Vic and Jack Castrission owned the Niagara from the 1930’s to the 1980’s. In the early days it was hailed as “one of the finest cafes in the country” and, following the opening ceremony by the Hon W.F.M. Ross MLA in 1938, the brothers donated the day’s gross takings to the Gundagai Hospital.

In 1942, just after midnight, Jack was locking up when there was a knock at the door. He opened it, prepared to tell an unwelcome visitor where to go, to discover Prime Minister John Curtin. Curtin tipped his hat and said he had a couple of mates in the car and they were all hungry and freezing. The ‘mates’ were future Country Party leader, Artie Fadden, and future PM, Ben Chifley. Vic cooked them steak and eggs and they ate around the warmth of the kitchen stove.

“How’s the war affecting you?” Curtin asked.

“Our ration of tea (28lbs a month) runs out real quick,” Vic replied.

For the rest of the war the Niagara received 100lbs of tea and the PM always dropped in for a cuppa when he was passing through. In those days there was a big difference between corruption and repaying a favour.

I was last in Gundagai on 5 January 2002. The Niagara hadn’t changed a bit. I remember the date because we were sitting in a booth, having a burger and a milkshake, when a Greek Orthodox priest in his robes emerged from the kitchen, splashing holy water about. It was the day before Epiphany.

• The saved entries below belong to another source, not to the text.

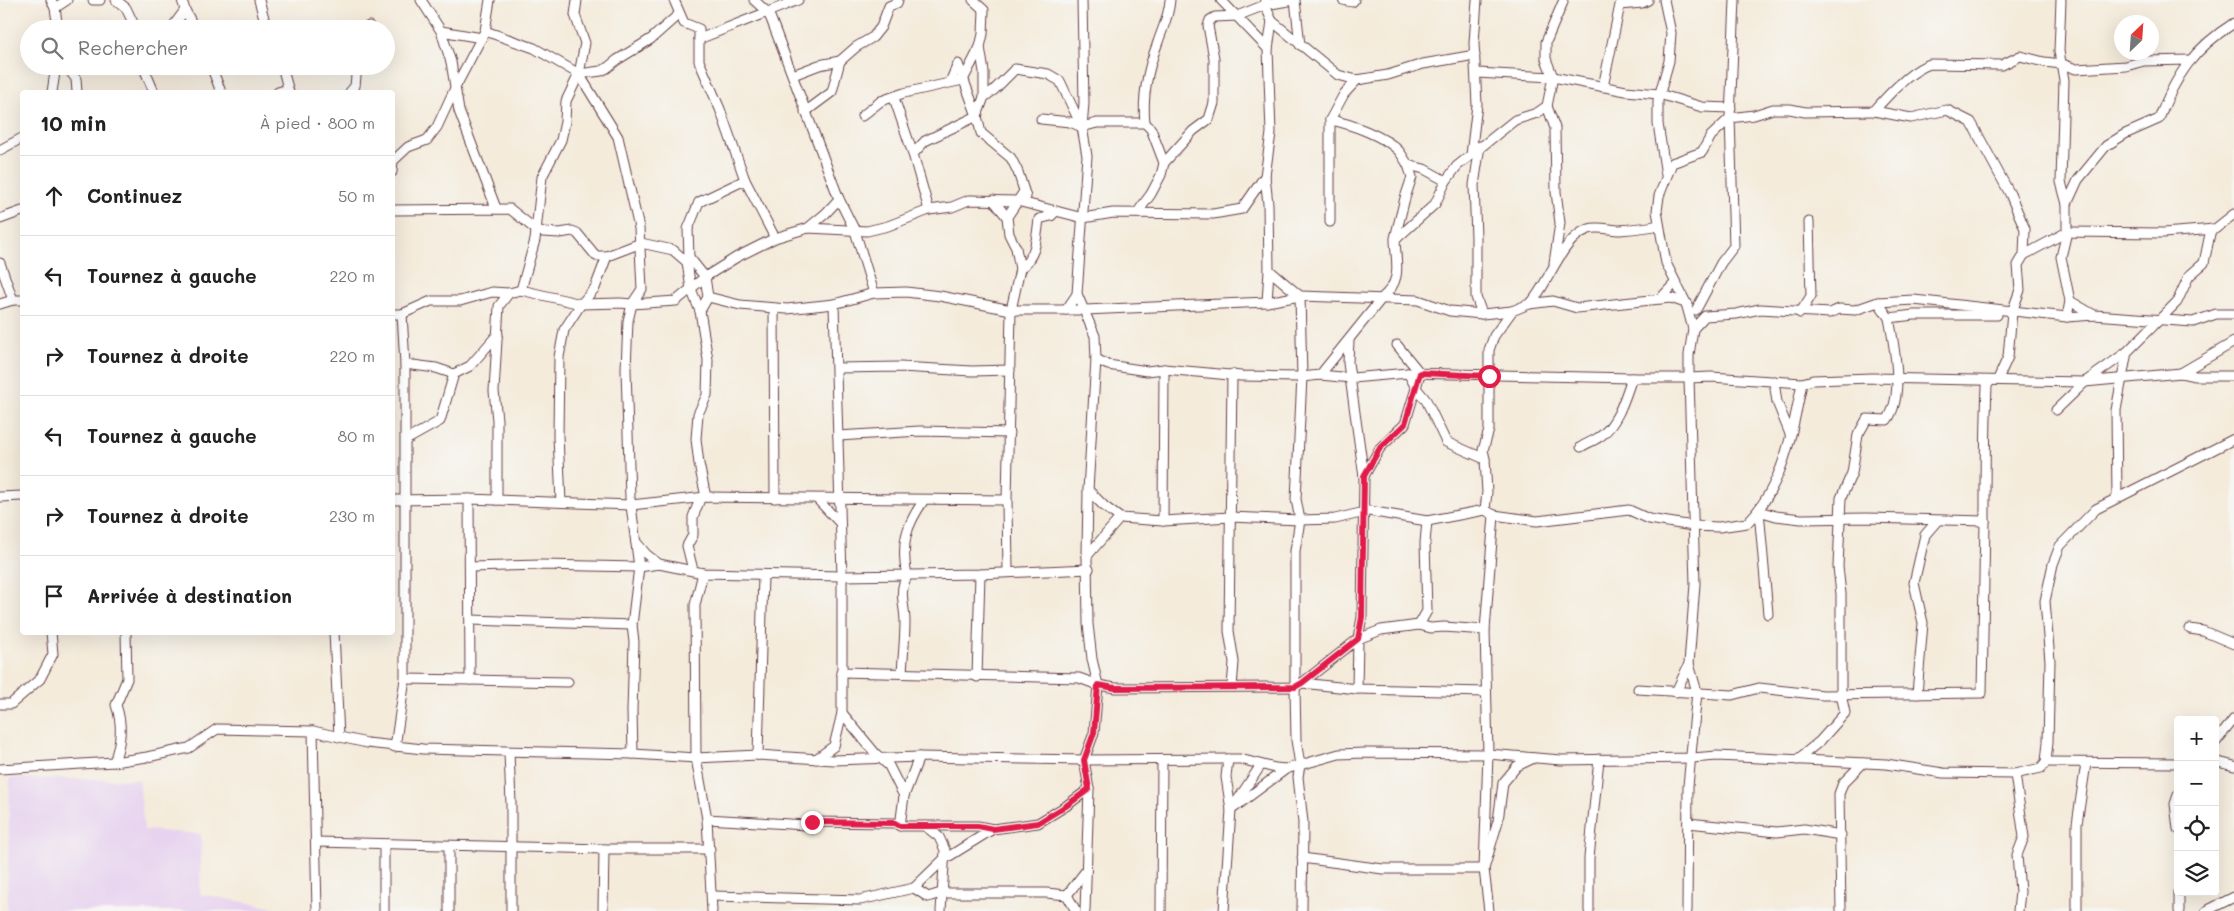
<!DOCTYPE html>
<html lang="fr">
<meta charset="utf-8">
<style>
body{margin:0;font-family:Mali,sans-serif;background:#f2f2f2;color:#222}
.controls{position:absolute;right:15px;bottom:15px;display:grid;overflow:hidden;border-radius:5px;box-shadow:0 5px 20px #0002}
.controls button{width:45px;height:45px;display:grid;place-items:center;padding:0;border:0;border-bottom:1px solid #e0e0e0;background:#fff;color:#222;font:25px sans-serif}
.compass{position:absolute;left:2114px;top:15px;width:45px;height:45px;border-radius:50%;background:#fff;box-shadow:0 5px 20px #0002;rotate:25deg}
.stop{position:absolute;width:15px;height:15px;margin:-11px;border:4px solid #e11d48;border-radius:50%;background:#fff}
.stop.end{background:#e11d48;border-color:#fff;box-shadow:0 1px 5px #0008}
.list{margin:0;padding:0;list-style:none}
h2{display:flex;justify-content:space-between;align-items:center;height:65px;margin:0;padding:0 20px;font-size:21px}
h2 small{font-size:16px;font-weight:400;color:#767676}
.list li{display:grid;grid-template-columns:32px 1fr auto;gap:15px;align-items:center;box-sizing:border-box;height:80px;padding:0 20px;border-top:1px solid #e0e0e0}
.list b{display:block;font-size:19px;white-space:nowrap}
.list em{font-size:16px;font-style:normal;color:#767676}
.icon{flex:none;width:28px;height:28px;fill:none;stroke:currentColor;stroke-width:2;stroke-linecap:round;stroke-linejoin:round}
.map{position:relative;flex:none;width:2234px;height:911px;overflow:hidden}
.search{position:absolute;background:#fff;box-shadow:0 5px 20px #0002;left:20px;top:20px;width:375px;height:55px;display:flex;align-items:center;gap:12px;box-sizing:border-box;padding:0 18px;border-radius:28px;color:#767676;font-size:19px}
.panel{position:absolute;background:#fff;box-shadow:0 5px 20px #0002;left:20px;top:90px;width:375px;height:545px;border-radius:5px}
.map>svg:first-child{display:block}
</style>
<div class="map">
<svg width="2234" height="911" viewBox="0 0 2234 911">
<rect width="100%" height="100%" fill="#f6f6f2"/>
<filter id="ink" filterUnits="userSpaceOnUse"><feTurbulence type="fractalNoise" baseFrequency=".02" numOctaves="2"/><feDisplacementMap in="SourceGraphic" scale="10" xChannelSelector="R" yChannelSelector="G"/><feConvolveMatrix kernelMatrix="1 2 1 2 8 2 1 2 1" color-interpolation-filters="sRGB"/></filter>
<filter id="wash" filterUnits="userSpaceOnUse"><feTurbulence type="fractalNoise" baseFrequency=".0096" numOctaves="4" result="noise"/><feDisplacementMap in="SourceGraphic" scale="20" xChannelSelector="R" yChannelSelector="G"/><feGaussianBlur stdDeviation="1.12" result="paint"/><feColorMatrix in="noise" values="0 0 0 0 0 0 0 0 0 0 0 0 0 0 0 0 0 1.4 0 .05"/><feComposite in="paint" operator="in"/></filter>
<g filter="url(#wash)">
<rect width="100%" height="100%" fill="#f4ebdb"/>
<path fill="#e7d2ef" d="M10,778L139,780L144,830L201,834L200,894L291,911H7Z"/>
</g>
<g filter="url(#ink)">
<g fill="none" stroke-linecap="round" stroke-linejoin="round">
<defs>
<g id="street">
<path d="M51,0L55,8L67,0"/>
<path d="M93,0H100"/>
<path d="M116,0L126,8L136,29"/>
<path d="M259,0L267,29"/>
<path d="M421,0L441,31L451,62L459,111L496,208"/>
<path d="M674,0L684,23L699,29V61L720,109L745,180L775,238L737,257L705,277L708,297L700,311L708,360L707,395L698,414L696,439L699,464L706,497"/>
<path d="M754,0L768,13L771,19L839,199L855,231L874,293"/>
<path d="M973,0L984,10L983,34L980,47L984,72V97"/>
<path d="M1082,0L1084,103L1082,127L1087,156L1077,294L1095,336L1096,359L1088,490L1087,556L1088,624L1092,659L1098,685L1094,733L1084,760L1089,789L1085,911"/>
<path d="M1221,0L1268,49"/>
<path d="M1266,0L1265,5L1272,21L1268,49L1271,133L1265,176L1268,204L1269,270L1267,302"/>
<path d="M1295,0L1300,45"/>
<path d="M1343,0L1352,2L1354,0"/>
<path d="M1664,0L1671,33L1669,61L1658,100V124L1666,175"/>
<path d="M2061,0L2059,51L2064,80L2061,182L2067,204"/>
<path d="M55,8L58,29"/>
<path d="M185,10L195,29"/>
<path d="M1272,21L1338,75L1357,80"/>
<path d="M171,29L185,10L182,0"/>
<path d="M365,29L369,26"/>
<path d="M441,31L482,38"/>
<path d="M485,31L534,48L579,74L618,137L639,228L642,289L632,304L628,321L626,369L630,498L639,567L632,625L634,642L632,711L633,754"/>
<path d="M699,39L798,0"/>
<path d="M66,66L76,79L77,92"/>
<path d="M143,66L154,92"/>
<path d="M211,66L221,92"/>
<path d="M282,66L289,92"/>
<path d="M1477,73L1553,77L1626,91L1659,94L1702,107L1731,108"/>
<path d="M579,74L601,71L607,68L617,60L651,39L679,14"/>
<path d="M793,75L819,65L840,61"/>
<path d="M950,82L958,64L977,116L981,133L1011,158L1018,172L1026,197"/>
<path d="M1603,87L1620,5L1642,3L1648,0"/>
<path d="M52,92L56,66"/>
<path d="M278,92L288,89"/>
<path d="M350,92L355,86L357,66"/>
<path d="M894,98L913,154"/>
<path d="M1547,106L1555,128L1556,192L1560,223L1554,263"/>
<path d="M1874,111L1911,118L1947,110L1971,122L2010,194L2025,229L2024,255"/>
<path d="M805,112L832,92L840,61L856,47L873,37L881,27L889,6L897,3L898,0"/>
<path d="M862,116L881,101L904,93L963,80L980,47"/>
<path d="M1041,119L1070,122L1082,127L1097,123H1145L1151,129L1164,163"/>
<path d="M1330,120C1349,123 1386,137 1399,151C1402,155 1405,160 1408,165L1424,169L1446,181"/>
<path d="M1145,123C1142,95 1148,68 1158,42C1163,27 1169,16 1170,0"/>
<path d="M1480,146L1474,185L1476,237V297L1482,314"/>
<path d="M0,150L22,138"/>
<path d="M1471,155L1515,120L1537,113L1547,106L1553,77L1546,59V42L1563,2"/>
<path d="M392,172L393,161L408,147L427,140L437,127L456,86L485,31L490,0"/>
<path d="M993,200L1007,217"/>
<path d="M392,210L510,209L535,229L543,232L560,233L572,231L577,233L596,256H607"/>
<path d="M929,210L913,154L925,141L977,116L984,97L994,90L1015,69L1048,74L1060,81L1081,125"/>
<path d="M1137,213L1151,194L1161,175L1164,163L1193,131L1209,119L1214,103V58L1208,26L1210,20L1215,17L1237,16L1265,5L1294,0"/>
<path d="M0,219L22,211"/>
<path d="M1330,222V120L1344,94L1357,80L1388,75L1423,64L1475,55"/>
<path d="M808,228L825,214L839,199"/>
<path d="M775,238L808,228L867,231L888,226L929,210L952,207L969,200L1017,201L1083,218L1113,213L1213,214L1242,209L1265,176"/>
<path d="M1395,238L1405,198L1412,177L1408,165"/>
<path d="M0,263L13,300"/>
<path d="M1020,269C1037,255 1036,240 1039,219L1051,216L1056,211"/>
<path d="M1269,270L1300,296L1302,377L1296,499L1300,520L1295,551V687L1296,740L1300,765L1298,777L1303,822L1302,911"/>
<path d="M521,290L535,240L542,177L561,140L565,122L566,101L579,74L585,43L575,15L577,0"/>
<path d="M708,297L740,305L787,309L834,304L874,293L906,292L940,296L1011,310H1085L1267,302L1300,296L1418,300L1450,311L1482,314L1512,311"/>
<path d="M1660,299L1671,298L1688,304"/>
<path d="M2070,301L2094,315"/>
<path d="M1878,302L1889,318L1914,315H1997"/>
<path d="M0,304L13,300H22"/>
<path d="M1530,304C1549,284 1561,238 1589,229C1598,226 1611,230 1620,230C1633,229 1646,228 1659,225"/>
<path d="M774,308L775,498"/>
<path d="M1066,310L1077,294"/>
<path d="M1696,310L1721,263L1734,246L1730,118L1735,0"/>
<path d="M1800,313L1811,296L1809,222"/>
<path d="M392,314H402L405,364"/>
<path d="M402,314L431,301H460L492,292L509,293"/>
<path d="M2067,317L2070,301L2061,257L2067,232L2163,233L2215,229L2234,214"/>
<path d="M1693,329L1705,316L1736,314L1760,309L1830,313L1839,309L1855,310L1878,302L1914,300L2067,317L2094,315L2193,322L2216,314H2234"/>
<path d="M1349,340L1348,363L1364,477L1362,617L1358,639L1357,689"/>
<path d="M1397,345L1420,373L1416,388L1426,400L1446,442L1485,459L1487,492L1485,510"/>
<path d="M1096,359L1108,365L1147,371L1164,369L1241,376L1302,377L1320,375L1352,378L1408,373L1632,378"/>
<path d="M837,368L900,367L972,371L1010,370"/>
<path d="M2181,373L2234,342"/>
<path d="M1232,374L1229,631L1234,662L1232,687"/>
<path d="M1320,375L1382,298C1403,280 1396,264 1395,240L1435,204L1446,181L1457,166L1471,155L1477,105L1474,43L1477,0"/>
<path d="M1998,379L2008,357L2012,312L2020,290L2018,265L2024,255L2067,232V204L2078,180L2106,146L2125,134L2159,119C2176,75 2193,49 2234,23"/>
<path d="M1774,381L1777,402L1790,434"/>
<path d="M2056,410L2085,382L2127,352"/>
<path d="M838,436L920,431L1009,433"/>
<path d="M406,440L440,421L454,374"/>
<path d="M1581,447C1587,443 1596,440 1602,435C1619,421 1625,397 1632,378H1689L1711,377L1802,383L1813,380L1872,378L2085,382L2181,373L2195,376H2234"/>
<path d="M1485,459L1483,450L1489,430V350L1494,336L1512,311L1529,304L1553,301L1577,308L1660,299L1675,283"/>
<path d="M1364,476L1380,448L1405,424L1416,388L1408,373"/>
<path d="M1088,490L1104,506L1120,518L1163,521L1230,517L1300,520L1335,519L1369,511L1427,521L1485,510L1494,515L1537,521L1629,510L1649,519L1693,526L1719,527L1747,523C1783,487 1793,430 1802,383"/>
<path d="M0,497L22,496"/>
<path d="M2117,498L2116,410L2127,352L2177,302L2189,276L2204,263L2211,229"/>
<path d="M817,499L839,522"/>
<path d="M392,500L469,499L631,505L706,497L1007,500"/>
<path d="M497,500V420L494,391L499,306L509,293L521,290L581,304L620,303L632,304L676,301L705,277L689,257L688,229L699,202L745,180"/>
<path d="M561,502L558,436L559,357L564,330L581,304L595,288L607,256L641,243L673,250L687,262L691,289L700,311"/>
<path d="M1163,521L1164,369"/>
<path d="M636,542L646,554L659,564"/>
<path d="M1087,556L1120,518"/>
<path d="M470,567L541,565L639,567L659,564L703,573L842,576L980,574L1089,569"/>
<path d="M693,570L687,546L693,535V517L700,499"/>
<path d="M1008,572L1007,500L1011,310L1020,269L1016,248L1009,234L1007,217L1023,193"/>
<path d="M703,573L695,605L696,758L707,819L712,911"/>
<path d="M1768,614L1759,511L1776,516L1801,519L1867,518L1985,521C1985,476 1985,431 1987,386L1990,381"/>
<path d="M471,620L632,625"/>
<path d="M1419,625L1427,611L1425,543L1427,521"/>
<path d="M2190,629L2203,631L2234,644"/>
<path d="M334,632L339,737"/>
<path d="M841,672L1079,678L1098,685L1115,688L1295,687L1302,683L1357,689L1486,692"/>
<path d="M902,673C903,656 905,639 905,622C905,605 898,592 907,576C901,544 905,527 924,500"/>
<path d="M977,677L980,574"/>
<path d="M405,679L470,680L469,499"/>
<path d="M470,680L568,682"/>
<path d="M1302,683L1358,639L1381,630L1419,625L1431,628L1444,627L1485,630"/>
<path d="M1638,689L1732,695L1759,688L1823,695L1982,693L1985,521"/>
<path d="M1676,692L1689,664L1695,584L1689,378V355L1693,329L1686,303L1666,263L1657,211L1659,196L1672,163L1702,152L1711,136L1730,118L1754,115L1773,109H1790L1805,112L1874,111C1887,96 1911,70 1930,64L2002,65L2020,56L2044,62L2062,64L2076,69L2126,66L2144,61L2190,60"/>
<path d="M1917,694L1923,623L1914,583L1925,535L1937,521"/>
<path d="M0,704H11L40,679L53,654L51,632"/>
<path d="M842,713L875,753L889,766L904,796"/>
<path d="M313,731L367,743L423,749L633,754L696,758L758,755L834,760L919,757L1084,760L1228,759H1240L1275,768L1286,769L1339,754L1364,753L1488,754L1561,760L1692,758L1717,756L1886,764L1943,773L2015,774L2041,768L2046,762L2048,742L2050,661L2045,601L2053,564L2060,546L2096,509L2234,439"/>
<path d="M2215,743L2234,719"/>
<path d="M395,747L405,679V364L436,368L454,374L470,366L498,334"/>
<path d="M509,752L511,804V911"/>
<path d="M758,755L763,575"/>
<path d="M816,759L834,746L842,713V576L834,304"/>
<path d="M1228,759L1226,777L1231,810L1286,769"/>
<path d="M1797,760L1820,741L1845,713L1841,694V594L1838,567L1841,498L1852,473L1858,435L1867,419L1887,420C1905,396 1894,346 1889,318"/>
<path d="M2215,761L2234,766"/>
<path d="M114,762C121,742 123,725 116,705L127,679L126,632"/>
<path d="M2046,762L2178,763"/>
<path d="M0,769L114,762L147,757L189,748L217,729L313,731L317,911"/>
<path d="M2015,774L2024,837L2017,855L2020,892L2018,911"/>
<path d="M2178,795L2175,804L2178,829"/>
<path d="M707,819L806,825L812,822L895,823L900,826H978L993,829L1038,823L1066,806L1089,789"/>
<path d="M1688,823L1777,832L1804,829L1841,835"/>
<path d="M900,826L904,796L919,757"/>
<path d="M925,826L939,837L945,850L941,911"/>
<path d="M316,842L604,849H710"/>
<path d="M1302,858L1383,869H1484L1498,821L1503,783L1517,766L1534,758"/>
<path d="M914,888L928,897L941,893H1046L1067,895"/>
<path d="M2179,892V911"/>
<path d="M1067,895L1085,872"/>
<path d="M1067,895L1076,911"/>
<path d="M712,896L860,900L914,888L943,860L993,829"/>
<path d="M384,911V845"/>
<path d="M449,911V846"/>
<path d="M603,911L604,849"/>
<path d="M1161,911L1162,760"/>
<path d="M1224,911L1231,810L1261,765"/>
<path d="M1489,911L1484,869L1488,754L1485,630L1494,515"/>
<path d="M1589,911V858L1599,759"/>
<path d="M1687,911L1688,786L1697,692L1689,664"/>
<path d="M1841,911L1839,794L1843,783L1863,763"/>
<path d="M2077,911V824L2086,763"/>
<path d="M2206,911L2234,897"/>
</g>
</defs>
<use href="#street" stroke="#643e45" stroke-width="11"/>
<use href="#street" stroke="#fff" stroke-width="9"/>
</g>
</g>
<g fill="none" stroke-linecap="round" stroke-linejoin="round" filter="url(#ink)">
<path stroke="#e11d48" stroke-width="6" d="M812,822L895,823L900,826H978L993,829L1038,823L1066,806L1089,789L1084,760L1094,733L1098,685L1115,688L1295,687L1302,683L1358,639L1362,617L1364,476L1380,448L1405,424L1420,373L1489,376"/>
</g>
</svg>
<div class="controls">
<button>+</button>
<button>−</button>
<button><svg class="icon" aria-label="locate" viewBox="0 0 24 24"><circle cx="12" cy="12" r="6"/><path d="M12 2v4M12 18v4M2 12h4M18 12h4"/></svg></button>
<button><svg class="icon" aria-label="layers" viewBox="0 0 24 24"><path d="M12 4l9 5-9 5-9-5zM3 14l9 5 9-5"/></svg></button>
</div>
<svg class="compass" viewBox="-18 -18 36 36"><path d="M0-13l5 13h-10z" fill="#e53935"/><path d="M0 13l5-13h-10z" fill="#767676"/></svg>
<div class="stop" style="left:1489px;top:376px"></div>
<div class="stop end" style="left:812px;top:822px"></div>
<div class="search"><svg class="icon" aria-label="search" viewBox="0 0 24 24"><circle cx="10" cy="10" r="6"/><path d="M15 15l6 6"/></svg>Rechercher</div>
<section class="panel">
<h2>10 min<small>À pied · 800 m</small></h2>
<ul class="list">
<li><svg class="icon" aria-label="ahead" viewBox="0 0 24 24"><path d="M12 20V5M6 11l6-6 6 6"/></svg><div><b>Continuez</b></div><em>50 m</em></li>
<li><svg class="icon" aria-label="left" viewBox="0 0 24 24"><path d="M17 20v-9H6M10 6l-5 5 5 5"/></svg><div><b>Tournez à gauche</b></div><em>220 m</em></li>
<li><svg class="icon" aria-label="right" viewBox="0 0 24 24"><path d="M7 20v-9h11M14 6l5 5-5 5"/></svg><div><b>Tournez à droite</b></div><em>220 m</em></li>
<li><svg class="icon" aria-label="left" viewBox="0 0 24 24"><path d="M17 20v-9H6M10 6l-5 5 5 5"/></svg><div><b>Tournez à gauche</b></div><em>80 m</em></li>
<li><svg class="icon" aria-label="right" viewBox="0 0 24 24"><path d="M7 20v-9h11M14 6l5 5-5 5"/></svg><div><b>Tournez à droite</b></div><em>230 m</em></li>
<li><svg class="icon" aria-label="arrive" viewBox="0 0 24 24"><path d="M6 21V4h12l-3 4 3 4H6"/></svg><div><b>Arrivée à destination</b></div></li>
</ul>
</section>
</div>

I got talking with the new owner, Nick – well, he was ‘new’ to me, even though he’d taken over from the Castrissions 19 years before. We chatted about Greece, about Gundagai and about racehorses. I asked about the Castrissions. He stroked his unshaven face, shook his head and told me that the remaining brother, Vic, had died at 10:00am that morning in the Gundagai hospital.